Extracted records START
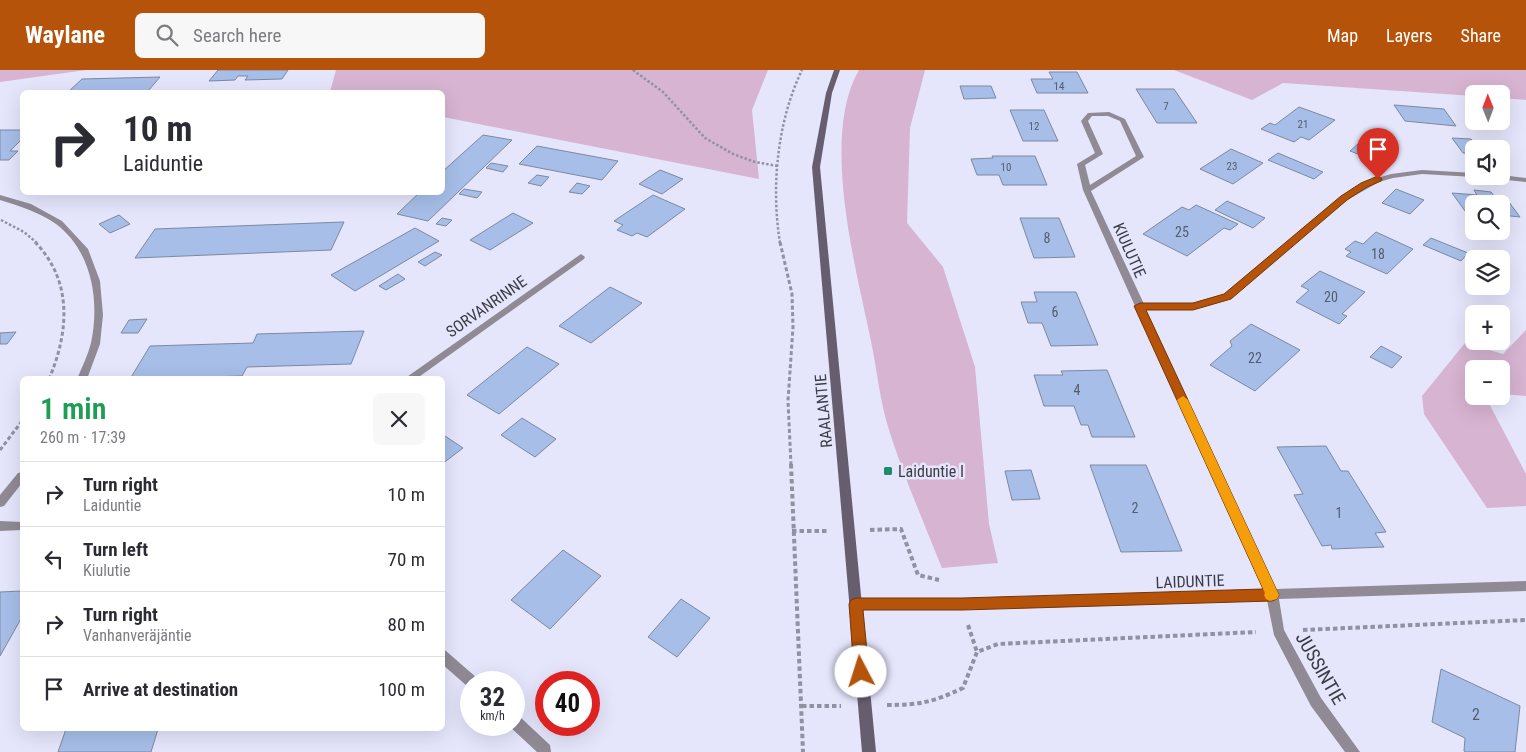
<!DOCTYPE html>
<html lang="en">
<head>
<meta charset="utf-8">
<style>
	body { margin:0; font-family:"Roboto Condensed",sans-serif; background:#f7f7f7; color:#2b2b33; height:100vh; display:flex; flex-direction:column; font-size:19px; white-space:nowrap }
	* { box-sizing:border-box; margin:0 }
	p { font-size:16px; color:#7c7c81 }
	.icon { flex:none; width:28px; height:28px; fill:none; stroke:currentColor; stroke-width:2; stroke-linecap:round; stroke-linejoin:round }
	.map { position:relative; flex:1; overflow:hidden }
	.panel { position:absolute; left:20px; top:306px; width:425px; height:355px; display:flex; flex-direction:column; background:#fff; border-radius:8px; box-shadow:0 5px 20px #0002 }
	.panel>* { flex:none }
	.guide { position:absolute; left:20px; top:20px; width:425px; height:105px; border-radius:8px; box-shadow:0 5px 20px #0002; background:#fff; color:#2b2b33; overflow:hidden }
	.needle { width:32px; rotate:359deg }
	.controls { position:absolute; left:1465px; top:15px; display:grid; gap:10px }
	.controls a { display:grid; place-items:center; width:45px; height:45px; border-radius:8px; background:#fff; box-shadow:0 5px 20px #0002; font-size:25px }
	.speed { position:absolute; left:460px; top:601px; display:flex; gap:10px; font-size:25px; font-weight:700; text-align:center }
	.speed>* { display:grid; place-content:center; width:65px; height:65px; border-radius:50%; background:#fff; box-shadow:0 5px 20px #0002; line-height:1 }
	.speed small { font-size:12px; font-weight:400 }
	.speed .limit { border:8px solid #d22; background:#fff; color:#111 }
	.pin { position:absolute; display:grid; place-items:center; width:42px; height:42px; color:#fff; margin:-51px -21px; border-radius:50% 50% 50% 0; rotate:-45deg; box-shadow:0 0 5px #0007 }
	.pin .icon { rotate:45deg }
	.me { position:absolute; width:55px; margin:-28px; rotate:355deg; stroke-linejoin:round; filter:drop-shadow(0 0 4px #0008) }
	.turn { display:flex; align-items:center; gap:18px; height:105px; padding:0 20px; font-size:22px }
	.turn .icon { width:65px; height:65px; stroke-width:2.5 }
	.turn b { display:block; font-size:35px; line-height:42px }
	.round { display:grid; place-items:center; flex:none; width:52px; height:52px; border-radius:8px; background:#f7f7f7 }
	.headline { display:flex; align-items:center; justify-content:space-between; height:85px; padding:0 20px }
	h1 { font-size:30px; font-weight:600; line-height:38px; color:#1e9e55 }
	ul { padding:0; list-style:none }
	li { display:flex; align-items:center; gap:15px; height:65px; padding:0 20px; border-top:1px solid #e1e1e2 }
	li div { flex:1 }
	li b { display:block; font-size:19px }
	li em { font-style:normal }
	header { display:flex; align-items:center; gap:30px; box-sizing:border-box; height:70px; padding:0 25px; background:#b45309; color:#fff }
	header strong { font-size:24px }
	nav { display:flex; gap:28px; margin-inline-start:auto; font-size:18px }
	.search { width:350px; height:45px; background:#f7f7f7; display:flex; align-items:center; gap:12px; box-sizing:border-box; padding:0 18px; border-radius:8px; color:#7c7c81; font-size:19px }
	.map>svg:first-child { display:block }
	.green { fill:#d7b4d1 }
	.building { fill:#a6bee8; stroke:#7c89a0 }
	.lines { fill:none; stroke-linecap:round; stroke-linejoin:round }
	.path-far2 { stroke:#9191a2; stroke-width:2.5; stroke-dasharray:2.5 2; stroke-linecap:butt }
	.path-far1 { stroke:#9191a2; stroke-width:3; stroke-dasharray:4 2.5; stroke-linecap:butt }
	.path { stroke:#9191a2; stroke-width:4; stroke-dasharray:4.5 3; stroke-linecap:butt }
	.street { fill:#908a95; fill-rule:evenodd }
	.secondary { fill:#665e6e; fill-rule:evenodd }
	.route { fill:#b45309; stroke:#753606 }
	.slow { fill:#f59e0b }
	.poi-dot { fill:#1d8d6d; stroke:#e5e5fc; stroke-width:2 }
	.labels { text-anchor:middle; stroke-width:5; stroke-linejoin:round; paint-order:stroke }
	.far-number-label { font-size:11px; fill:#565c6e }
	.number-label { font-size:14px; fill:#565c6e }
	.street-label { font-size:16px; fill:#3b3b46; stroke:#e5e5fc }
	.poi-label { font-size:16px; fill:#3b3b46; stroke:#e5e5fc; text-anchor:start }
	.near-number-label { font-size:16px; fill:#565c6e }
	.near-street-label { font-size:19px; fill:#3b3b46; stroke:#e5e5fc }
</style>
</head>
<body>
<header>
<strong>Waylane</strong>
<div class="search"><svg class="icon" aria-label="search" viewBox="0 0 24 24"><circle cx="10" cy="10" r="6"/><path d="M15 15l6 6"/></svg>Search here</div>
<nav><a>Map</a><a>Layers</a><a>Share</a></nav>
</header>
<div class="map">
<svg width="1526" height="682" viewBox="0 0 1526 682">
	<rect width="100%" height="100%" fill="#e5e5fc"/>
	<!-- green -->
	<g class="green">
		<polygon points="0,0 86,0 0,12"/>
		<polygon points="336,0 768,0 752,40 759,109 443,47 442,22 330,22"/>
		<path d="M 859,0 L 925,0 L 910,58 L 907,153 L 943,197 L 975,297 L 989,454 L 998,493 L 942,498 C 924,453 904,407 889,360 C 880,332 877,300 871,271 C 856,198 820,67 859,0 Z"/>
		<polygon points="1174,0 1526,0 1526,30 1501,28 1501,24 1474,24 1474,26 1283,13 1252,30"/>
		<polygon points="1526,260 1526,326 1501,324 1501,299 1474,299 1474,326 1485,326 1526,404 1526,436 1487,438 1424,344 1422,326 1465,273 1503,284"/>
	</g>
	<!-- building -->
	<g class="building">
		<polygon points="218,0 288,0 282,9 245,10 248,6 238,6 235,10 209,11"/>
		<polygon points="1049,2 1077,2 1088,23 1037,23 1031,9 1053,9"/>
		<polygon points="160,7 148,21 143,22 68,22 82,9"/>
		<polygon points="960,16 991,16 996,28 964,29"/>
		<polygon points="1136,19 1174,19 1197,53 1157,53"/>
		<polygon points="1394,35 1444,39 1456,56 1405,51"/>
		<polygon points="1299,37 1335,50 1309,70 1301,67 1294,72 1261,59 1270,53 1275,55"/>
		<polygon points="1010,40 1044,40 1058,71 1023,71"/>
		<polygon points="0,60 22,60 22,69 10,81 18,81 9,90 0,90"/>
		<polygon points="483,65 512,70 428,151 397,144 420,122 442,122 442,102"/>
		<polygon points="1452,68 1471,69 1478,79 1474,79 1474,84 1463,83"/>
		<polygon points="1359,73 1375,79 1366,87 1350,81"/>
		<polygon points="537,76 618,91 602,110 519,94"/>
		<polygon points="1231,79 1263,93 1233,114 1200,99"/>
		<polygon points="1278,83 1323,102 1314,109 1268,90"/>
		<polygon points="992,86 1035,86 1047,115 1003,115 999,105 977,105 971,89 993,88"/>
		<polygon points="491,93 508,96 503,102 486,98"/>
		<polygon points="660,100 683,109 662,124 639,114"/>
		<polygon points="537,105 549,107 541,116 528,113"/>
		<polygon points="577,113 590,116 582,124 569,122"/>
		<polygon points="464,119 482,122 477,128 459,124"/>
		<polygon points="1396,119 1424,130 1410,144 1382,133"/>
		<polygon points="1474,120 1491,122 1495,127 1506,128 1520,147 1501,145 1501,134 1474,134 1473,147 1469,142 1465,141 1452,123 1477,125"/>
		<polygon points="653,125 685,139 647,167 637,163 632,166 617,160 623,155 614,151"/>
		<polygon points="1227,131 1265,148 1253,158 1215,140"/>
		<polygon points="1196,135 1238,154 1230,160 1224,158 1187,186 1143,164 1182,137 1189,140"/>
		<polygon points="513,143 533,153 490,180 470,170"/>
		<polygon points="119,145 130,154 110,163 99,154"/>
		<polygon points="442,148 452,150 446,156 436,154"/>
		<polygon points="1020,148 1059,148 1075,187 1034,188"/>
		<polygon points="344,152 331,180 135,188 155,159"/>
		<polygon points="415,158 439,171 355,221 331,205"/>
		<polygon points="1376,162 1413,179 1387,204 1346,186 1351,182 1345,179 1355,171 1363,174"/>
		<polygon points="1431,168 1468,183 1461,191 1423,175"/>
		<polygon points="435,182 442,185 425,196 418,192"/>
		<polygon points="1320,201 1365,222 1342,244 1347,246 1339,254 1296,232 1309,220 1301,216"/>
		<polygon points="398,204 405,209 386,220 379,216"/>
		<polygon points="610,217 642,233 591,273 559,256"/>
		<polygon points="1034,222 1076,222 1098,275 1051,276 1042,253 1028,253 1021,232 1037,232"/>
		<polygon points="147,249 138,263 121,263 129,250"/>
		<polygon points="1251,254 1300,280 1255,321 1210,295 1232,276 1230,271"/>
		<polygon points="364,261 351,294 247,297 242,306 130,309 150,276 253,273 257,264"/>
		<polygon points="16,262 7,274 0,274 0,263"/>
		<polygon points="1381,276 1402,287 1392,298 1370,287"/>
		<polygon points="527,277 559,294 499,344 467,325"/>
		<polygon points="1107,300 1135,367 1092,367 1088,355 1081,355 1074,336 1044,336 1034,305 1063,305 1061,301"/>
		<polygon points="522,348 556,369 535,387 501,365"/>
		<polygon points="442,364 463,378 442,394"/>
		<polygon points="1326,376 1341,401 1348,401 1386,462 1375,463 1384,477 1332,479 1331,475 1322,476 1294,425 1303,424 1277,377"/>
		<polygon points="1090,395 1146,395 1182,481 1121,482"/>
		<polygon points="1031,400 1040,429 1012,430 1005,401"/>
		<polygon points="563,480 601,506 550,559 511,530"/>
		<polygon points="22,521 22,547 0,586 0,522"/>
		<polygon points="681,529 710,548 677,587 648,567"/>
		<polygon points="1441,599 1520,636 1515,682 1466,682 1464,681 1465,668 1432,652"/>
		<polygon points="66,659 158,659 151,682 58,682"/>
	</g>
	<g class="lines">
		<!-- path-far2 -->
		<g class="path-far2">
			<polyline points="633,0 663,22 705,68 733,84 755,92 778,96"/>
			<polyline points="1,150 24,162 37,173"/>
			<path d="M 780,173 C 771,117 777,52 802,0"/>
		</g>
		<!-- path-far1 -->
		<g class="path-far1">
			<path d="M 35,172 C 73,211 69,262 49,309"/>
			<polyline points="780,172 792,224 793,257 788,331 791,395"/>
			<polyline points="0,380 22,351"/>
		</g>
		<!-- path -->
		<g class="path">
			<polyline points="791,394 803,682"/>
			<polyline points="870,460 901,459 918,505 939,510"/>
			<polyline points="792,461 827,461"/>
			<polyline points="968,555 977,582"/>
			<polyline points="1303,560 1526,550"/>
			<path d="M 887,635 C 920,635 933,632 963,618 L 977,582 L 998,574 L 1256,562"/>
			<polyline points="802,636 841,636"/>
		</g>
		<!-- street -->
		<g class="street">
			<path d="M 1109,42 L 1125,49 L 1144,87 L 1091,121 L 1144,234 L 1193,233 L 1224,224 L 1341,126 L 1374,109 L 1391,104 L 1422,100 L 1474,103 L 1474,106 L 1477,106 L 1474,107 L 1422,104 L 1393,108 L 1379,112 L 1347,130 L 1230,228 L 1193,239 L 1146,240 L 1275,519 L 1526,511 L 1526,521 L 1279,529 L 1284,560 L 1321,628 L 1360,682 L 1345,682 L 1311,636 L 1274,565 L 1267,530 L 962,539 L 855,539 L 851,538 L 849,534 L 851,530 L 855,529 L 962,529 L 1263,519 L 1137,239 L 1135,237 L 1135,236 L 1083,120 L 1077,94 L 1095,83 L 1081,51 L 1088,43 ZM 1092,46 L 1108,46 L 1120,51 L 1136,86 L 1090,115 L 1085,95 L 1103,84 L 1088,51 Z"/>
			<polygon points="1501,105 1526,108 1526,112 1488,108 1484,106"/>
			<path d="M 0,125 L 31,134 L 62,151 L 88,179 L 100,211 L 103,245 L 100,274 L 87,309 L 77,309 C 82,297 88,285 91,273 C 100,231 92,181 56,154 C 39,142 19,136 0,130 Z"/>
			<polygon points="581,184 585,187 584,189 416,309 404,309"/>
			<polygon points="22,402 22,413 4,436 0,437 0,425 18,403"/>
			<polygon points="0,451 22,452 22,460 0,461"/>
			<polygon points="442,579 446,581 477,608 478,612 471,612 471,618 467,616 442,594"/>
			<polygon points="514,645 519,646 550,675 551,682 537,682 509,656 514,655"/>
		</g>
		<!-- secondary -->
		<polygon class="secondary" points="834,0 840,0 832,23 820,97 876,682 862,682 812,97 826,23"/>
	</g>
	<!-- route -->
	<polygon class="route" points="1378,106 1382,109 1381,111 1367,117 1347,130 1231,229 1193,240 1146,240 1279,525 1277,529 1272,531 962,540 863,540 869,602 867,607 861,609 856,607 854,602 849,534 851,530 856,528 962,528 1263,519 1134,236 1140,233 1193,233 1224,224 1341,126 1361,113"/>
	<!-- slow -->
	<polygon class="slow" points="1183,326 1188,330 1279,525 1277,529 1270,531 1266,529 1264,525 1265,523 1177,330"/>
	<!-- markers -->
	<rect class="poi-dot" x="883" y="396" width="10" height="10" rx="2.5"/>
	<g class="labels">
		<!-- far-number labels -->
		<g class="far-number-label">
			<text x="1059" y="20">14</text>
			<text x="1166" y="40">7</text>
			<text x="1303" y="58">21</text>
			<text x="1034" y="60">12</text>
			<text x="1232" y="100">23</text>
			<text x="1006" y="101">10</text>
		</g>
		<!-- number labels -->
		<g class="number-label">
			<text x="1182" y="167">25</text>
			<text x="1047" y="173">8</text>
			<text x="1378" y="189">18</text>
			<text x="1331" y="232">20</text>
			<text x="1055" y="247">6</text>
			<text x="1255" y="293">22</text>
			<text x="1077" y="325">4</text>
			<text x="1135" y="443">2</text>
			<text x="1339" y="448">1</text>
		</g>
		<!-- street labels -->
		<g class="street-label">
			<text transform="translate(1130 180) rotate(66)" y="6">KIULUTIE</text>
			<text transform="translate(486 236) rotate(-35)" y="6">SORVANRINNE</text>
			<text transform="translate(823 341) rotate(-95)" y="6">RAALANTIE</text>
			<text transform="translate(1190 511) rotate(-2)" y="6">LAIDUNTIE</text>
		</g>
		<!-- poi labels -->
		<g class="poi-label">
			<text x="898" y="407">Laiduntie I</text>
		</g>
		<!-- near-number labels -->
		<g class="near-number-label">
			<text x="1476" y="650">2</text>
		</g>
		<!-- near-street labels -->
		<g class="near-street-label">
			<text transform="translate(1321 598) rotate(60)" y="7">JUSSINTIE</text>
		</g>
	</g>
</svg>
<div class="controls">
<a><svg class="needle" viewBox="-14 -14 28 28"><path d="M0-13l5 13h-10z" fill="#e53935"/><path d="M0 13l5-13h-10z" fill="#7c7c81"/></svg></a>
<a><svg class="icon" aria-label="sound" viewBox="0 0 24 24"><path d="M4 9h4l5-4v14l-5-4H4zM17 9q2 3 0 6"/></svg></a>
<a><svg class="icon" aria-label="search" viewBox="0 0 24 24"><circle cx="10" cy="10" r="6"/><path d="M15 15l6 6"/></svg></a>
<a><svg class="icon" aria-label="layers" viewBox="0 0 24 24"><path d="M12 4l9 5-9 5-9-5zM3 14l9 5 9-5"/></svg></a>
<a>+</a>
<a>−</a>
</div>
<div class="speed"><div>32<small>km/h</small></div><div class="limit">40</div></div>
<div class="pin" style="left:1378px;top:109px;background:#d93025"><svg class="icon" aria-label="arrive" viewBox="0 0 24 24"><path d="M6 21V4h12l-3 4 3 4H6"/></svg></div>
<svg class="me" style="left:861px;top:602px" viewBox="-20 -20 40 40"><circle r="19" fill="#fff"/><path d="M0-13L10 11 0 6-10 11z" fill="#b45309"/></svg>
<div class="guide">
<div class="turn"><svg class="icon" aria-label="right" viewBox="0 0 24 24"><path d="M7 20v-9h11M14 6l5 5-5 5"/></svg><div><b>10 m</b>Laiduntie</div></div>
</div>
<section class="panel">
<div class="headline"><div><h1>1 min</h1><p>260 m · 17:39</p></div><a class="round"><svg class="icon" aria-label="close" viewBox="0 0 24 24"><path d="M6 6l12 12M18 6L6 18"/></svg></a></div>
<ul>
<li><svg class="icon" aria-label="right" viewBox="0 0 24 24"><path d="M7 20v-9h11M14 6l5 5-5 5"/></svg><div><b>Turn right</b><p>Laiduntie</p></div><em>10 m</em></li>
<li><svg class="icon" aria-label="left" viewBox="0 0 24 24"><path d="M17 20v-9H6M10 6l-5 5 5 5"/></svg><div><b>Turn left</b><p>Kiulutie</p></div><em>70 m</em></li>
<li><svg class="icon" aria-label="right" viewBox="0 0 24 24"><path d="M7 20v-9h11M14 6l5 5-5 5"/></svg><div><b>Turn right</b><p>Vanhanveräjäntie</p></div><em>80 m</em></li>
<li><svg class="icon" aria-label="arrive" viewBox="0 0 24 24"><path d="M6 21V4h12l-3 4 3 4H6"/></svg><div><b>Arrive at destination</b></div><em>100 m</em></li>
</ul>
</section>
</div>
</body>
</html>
Extracted records END
# Assignment
Write down again, exactly as given, only the lines above that fall from the line with "position:absolute; left:1465px; top:15px;" to the line with "display:flex; align-items:center; justify-content:space-between;", inclusive.

# Answer section
	.controls { position:absolute; left:1465px; top:15px; display:grid; gap:10px }
	.controls a { display:grid; place-items:center; width:45px; height:45px; border-radius:8px; background:#fff; box-shadow:0 5px 20px #0002; font-size:25px }
	.speed { position:absolute; left:460px; top:601px; display:flex; gap:10px; font-size:25px; font-weight:700; text-align:center }
	.speed>* { display:grid; place-content:center; width:65px; height:65px; border-radius:50%; background:#fff; box-shadow:0 5px 20px #0002; line-height:1 }
	.speed small { font-size:12px; font-weight:400 }
	.speed .limit { border:8px solid #d22; background:#fff; color:#111 }
	.pin { position:absolute; display:grid; place-items:center; width:42px; height:42px; color:#fff; margin:-51px -21px; border-radius:50% 50% 50% 0; rotate:-45deg; box-shadow:0 0 5px #0007 }
	.pin .icon { rotate:45deg }
	.me { position:absolute; width:55px; margin:-28px; rotate:355deg; stroke-linejoin:round; filter:drop-shadow(0 0 4px #0008) }
	.turn { display:flex; align-items:center; gap:18px; height:105px; padding:0 20px; font-size:22px }
	.turn .icon { width:65px; height:65px; stroke-width:2.5 }
	.turn b { display:block; font-size:35px; line-height:42px }
	.round { display:grid; place-items:center; flex:none; width:52px; height:52px; border-radius:8px; background:#f7f7f7 }
	.headline { display:flex; align-items:center; justify-content:space-between; height:85px; padding:0 20px }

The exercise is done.